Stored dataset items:
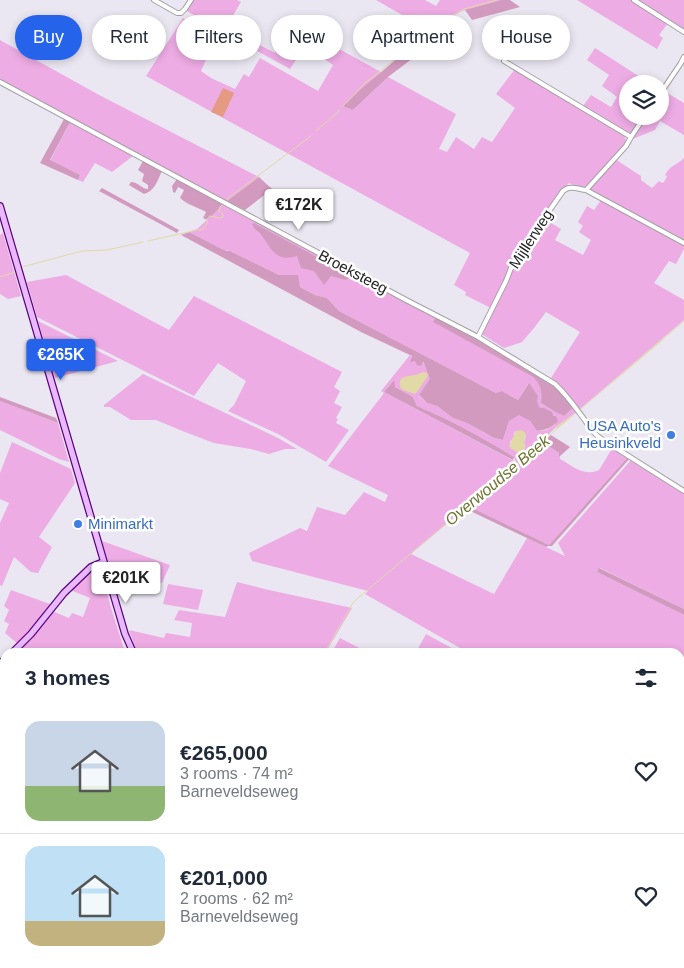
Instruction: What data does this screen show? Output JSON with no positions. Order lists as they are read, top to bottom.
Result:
{
  "streets": {
    "street": ["Mijllerweg", "Broeksteeg"]
  },
  "crossings": [
    ["Mijllerweg", "Broeksteeg"]
  ],
  "water": ["Overwoudse Beek"],
  "places": ["USA Auto's Heusinkveld", "Minimarkt"],
  "page": {
    "chip": [
      "Buy",
      "Rent",
      "Filters",
      "New",
      "Apartment",
      "House"
    ],
    "price": ["€172K", "€265K", "€201K"],
    "heading": "3 homes",
    "list": [
      {
        "name": "€265,000",
        "note": "3 rooms · 74 m² · Barneveldseweg"
      },
      {
        "name": "€201,000",
        "note": "2 rooms · 62 m² · Barneveldseweg"
      }
    ]
  }
}
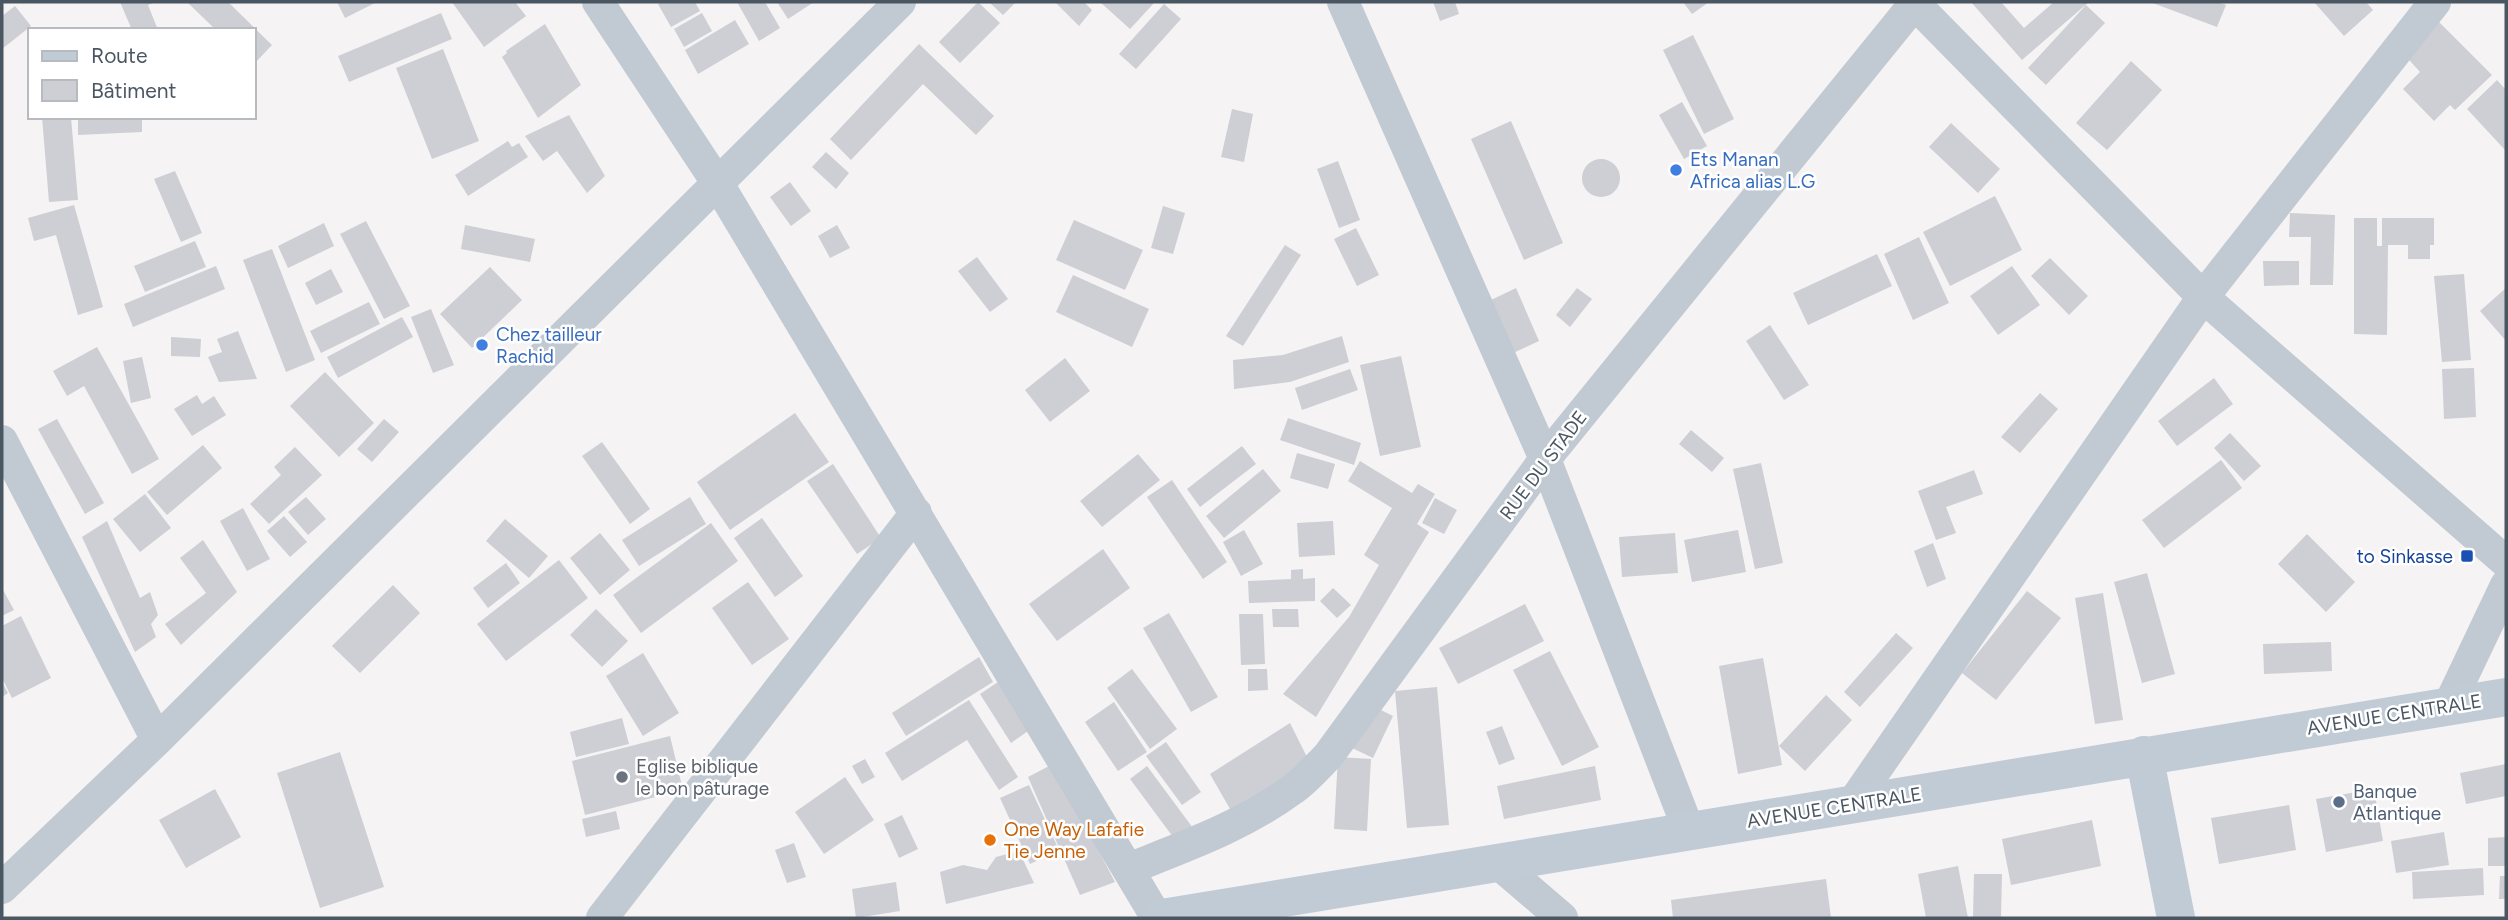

# Assignment
Print the entries above exactly, taking out only the pictures.

# Answer to the problem
Instruction: What data does this screen show? Output JSON with no positions. Order lists as they are read, top to bottom.
Result:
{
  "streets": {
    "street": ["Mijllerweg", "Broeksteeg"]
  },
  "crossings": [
    ["Mijllerweg", "Broeksteeg"]
  ],
  "water": ["Overwoudse Beek"],
  "places": ["USA Auto's Heusinkveld", "Minimarkt"],
  "page": {
    "chip": [
      "Buy",
      "Rent",
      "Filters",
      "New",
      "Apartment",
      "House"
    ],
    "price": ["€172K", "€265K", "€201K"],
    "heading": "3 homes",
    "list": [
      {
        "name": "€265,000",
        "note": "3 rooms · 74 m² · Barneveldseweg"
      },
      {
        "name": "€201,000",
        "note": "2 rooms · 62 m² · Barneveldseweg"
      }
    ]
  }
}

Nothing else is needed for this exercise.